Stored data entries

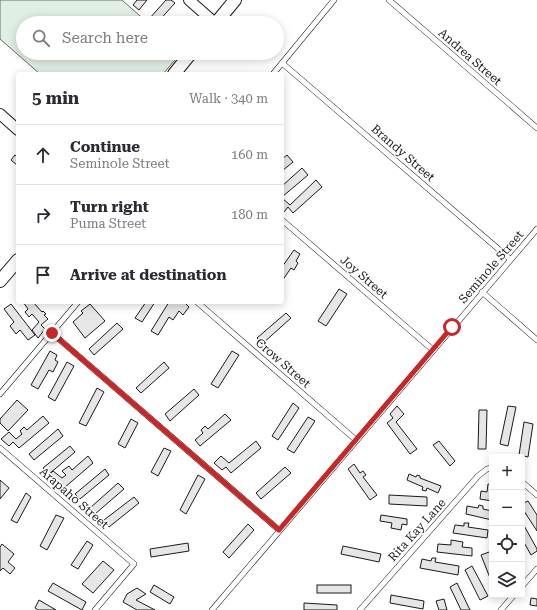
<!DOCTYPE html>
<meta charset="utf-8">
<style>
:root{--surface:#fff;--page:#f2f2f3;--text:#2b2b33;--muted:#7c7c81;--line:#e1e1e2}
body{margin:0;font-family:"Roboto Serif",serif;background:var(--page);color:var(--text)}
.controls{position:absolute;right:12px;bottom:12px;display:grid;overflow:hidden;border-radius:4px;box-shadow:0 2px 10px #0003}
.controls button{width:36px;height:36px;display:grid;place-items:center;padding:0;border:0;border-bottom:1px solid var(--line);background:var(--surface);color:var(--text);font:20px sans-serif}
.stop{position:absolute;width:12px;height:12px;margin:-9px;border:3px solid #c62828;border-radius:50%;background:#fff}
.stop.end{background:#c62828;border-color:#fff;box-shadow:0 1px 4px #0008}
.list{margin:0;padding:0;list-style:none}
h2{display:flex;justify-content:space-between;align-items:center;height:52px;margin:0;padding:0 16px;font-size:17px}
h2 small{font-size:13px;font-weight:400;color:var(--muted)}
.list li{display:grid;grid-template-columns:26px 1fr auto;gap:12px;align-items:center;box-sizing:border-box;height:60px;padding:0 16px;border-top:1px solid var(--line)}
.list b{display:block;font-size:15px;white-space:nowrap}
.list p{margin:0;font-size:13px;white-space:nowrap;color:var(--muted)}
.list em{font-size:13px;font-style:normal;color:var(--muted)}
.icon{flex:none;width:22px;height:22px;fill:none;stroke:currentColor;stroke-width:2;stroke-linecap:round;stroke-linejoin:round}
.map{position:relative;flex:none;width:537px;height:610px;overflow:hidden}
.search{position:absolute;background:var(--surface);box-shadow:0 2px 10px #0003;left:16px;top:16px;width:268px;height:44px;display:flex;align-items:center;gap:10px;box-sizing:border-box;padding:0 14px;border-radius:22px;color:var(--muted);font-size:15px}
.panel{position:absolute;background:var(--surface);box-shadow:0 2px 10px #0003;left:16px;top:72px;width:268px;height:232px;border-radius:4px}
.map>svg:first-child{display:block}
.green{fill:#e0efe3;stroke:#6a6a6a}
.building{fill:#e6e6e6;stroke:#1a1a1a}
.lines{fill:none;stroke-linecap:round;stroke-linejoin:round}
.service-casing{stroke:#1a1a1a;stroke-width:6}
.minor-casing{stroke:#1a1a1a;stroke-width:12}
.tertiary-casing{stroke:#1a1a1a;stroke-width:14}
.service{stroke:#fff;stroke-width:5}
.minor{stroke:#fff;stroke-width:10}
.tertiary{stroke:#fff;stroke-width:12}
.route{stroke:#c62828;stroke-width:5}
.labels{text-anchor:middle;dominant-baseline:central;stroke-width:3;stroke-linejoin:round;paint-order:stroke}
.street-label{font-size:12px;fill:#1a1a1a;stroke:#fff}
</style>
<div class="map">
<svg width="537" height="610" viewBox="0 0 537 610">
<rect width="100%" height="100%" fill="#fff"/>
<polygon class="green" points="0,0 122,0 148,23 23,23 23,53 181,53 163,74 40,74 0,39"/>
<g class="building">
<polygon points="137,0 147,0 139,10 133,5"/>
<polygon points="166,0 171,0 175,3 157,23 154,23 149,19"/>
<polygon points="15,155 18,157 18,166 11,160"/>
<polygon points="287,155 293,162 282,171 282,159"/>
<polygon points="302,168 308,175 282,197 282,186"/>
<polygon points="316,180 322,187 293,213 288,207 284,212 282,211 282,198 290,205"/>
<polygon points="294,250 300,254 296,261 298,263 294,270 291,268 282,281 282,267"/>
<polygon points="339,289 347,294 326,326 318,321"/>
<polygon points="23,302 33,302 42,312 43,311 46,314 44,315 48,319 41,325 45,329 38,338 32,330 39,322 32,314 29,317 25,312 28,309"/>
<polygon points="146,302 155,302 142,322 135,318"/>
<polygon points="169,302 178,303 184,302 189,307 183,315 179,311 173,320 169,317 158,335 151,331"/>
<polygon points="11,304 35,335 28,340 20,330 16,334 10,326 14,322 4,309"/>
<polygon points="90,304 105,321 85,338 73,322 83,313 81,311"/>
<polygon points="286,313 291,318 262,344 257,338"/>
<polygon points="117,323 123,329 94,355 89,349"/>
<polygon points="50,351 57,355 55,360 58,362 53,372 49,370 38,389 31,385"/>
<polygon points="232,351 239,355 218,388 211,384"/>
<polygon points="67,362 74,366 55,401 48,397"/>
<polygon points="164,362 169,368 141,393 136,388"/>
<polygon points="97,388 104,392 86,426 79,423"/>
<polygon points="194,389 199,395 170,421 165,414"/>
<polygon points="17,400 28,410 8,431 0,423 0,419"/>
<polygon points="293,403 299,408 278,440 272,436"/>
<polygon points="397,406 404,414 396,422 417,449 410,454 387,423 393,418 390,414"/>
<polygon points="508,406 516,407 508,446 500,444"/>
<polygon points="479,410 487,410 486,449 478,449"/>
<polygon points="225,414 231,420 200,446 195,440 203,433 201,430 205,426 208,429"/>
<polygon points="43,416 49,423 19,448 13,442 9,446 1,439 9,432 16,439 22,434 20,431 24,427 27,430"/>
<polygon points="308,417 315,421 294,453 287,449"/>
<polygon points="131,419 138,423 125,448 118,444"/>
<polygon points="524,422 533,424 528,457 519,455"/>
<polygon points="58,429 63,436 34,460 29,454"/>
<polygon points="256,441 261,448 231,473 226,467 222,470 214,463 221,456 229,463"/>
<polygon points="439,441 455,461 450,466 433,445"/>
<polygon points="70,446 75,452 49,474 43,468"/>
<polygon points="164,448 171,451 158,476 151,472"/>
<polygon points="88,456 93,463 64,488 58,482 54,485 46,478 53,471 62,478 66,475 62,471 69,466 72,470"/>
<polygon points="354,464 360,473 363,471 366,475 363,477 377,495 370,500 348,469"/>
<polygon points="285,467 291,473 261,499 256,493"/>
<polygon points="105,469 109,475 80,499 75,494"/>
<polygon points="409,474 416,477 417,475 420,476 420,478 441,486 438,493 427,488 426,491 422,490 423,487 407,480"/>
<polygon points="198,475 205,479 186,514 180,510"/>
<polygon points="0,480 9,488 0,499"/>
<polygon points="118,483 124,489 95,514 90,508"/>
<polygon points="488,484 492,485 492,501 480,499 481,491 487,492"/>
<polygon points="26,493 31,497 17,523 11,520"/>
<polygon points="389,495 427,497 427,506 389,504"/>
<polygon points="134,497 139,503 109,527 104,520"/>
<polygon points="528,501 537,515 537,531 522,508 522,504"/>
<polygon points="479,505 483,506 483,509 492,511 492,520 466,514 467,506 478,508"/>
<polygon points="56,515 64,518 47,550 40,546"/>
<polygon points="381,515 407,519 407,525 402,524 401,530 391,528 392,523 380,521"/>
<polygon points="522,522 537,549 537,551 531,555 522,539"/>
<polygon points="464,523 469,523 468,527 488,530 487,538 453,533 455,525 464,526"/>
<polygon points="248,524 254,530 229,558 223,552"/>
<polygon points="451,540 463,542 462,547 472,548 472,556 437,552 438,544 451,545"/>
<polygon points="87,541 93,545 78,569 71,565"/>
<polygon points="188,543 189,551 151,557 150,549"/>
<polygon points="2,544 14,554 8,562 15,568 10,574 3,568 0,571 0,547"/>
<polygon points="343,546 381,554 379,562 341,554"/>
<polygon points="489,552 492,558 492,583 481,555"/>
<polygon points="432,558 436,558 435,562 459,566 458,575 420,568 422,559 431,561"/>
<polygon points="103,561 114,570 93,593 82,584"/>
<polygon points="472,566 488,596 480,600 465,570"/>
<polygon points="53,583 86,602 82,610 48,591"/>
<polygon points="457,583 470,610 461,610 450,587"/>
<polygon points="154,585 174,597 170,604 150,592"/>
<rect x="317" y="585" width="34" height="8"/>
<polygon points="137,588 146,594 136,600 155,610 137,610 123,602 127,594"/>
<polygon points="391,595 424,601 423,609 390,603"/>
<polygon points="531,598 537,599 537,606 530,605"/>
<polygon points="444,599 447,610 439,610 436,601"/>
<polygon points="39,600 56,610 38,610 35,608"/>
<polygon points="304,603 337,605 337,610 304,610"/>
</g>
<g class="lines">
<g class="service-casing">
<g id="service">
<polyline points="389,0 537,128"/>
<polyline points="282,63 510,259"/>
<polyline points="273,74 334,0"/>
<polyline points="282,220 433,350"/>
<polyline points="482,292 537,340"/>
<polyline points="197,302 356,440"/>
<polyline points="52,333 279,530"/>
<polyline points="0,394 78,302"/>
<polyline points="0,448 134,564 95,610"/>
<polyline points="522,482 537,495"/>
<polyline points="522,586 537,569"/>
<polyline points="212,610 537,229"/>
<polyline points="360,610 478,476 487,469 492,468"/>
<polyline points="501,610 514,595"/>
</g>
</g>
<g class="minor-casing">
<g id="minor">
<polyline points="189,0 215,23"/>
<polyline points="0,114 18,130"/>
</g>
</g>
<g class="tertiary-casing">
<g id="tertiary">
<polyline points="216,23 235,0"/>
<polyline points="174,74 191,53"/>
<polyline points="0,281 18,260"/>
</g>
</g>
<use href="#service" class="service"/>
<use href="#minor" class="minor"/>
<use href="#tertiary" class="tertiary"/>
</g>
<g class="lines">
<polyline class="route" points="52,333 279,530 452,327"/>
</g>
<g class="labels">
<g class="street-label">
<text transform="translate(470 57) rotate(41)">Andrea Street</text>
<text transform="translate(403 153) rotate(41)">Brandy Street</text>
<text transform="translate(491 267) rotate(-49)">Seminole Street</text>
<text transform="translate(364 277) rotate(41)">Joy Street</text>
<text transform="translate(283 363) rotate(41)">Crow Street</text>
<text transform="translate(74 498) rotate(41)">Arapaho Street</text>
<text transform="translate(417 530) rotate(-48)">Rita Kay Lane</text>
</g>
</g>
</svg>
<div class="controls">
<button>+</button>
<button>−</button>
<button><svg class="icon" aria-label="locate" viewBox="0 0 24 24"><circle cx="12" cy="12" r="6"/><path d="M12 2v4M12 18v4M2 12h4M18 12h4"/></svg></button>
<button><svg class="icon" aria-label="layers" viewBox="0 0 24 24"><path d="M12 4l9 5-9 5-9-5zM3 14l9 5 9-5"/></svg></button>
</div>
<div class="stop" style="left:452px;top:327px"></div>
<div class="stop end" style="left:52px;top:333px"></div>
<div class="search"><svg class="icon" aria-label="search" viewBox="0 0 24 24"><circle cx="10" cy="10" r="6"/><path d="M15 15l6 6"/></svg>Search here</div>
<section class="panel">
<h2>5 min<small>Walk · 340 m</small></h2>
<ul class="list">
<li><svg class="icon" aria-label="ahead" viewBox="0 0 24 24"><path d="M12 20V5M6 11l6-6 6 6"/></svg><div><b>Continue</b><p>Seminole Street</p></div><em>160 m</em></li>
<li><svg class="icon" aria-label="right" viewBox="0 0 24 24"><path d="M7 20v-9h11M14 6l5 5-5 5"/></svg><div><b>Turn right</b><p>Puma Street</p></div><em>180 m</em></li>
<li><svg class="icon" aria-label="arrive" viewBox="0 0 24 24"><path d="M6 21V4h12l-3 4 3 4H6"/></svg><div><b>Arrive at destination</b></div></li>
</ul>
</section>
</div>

→ Task prompt
State how many lines in the entries above include the word "serif"; reply with the number alone.

→ Problem solution
2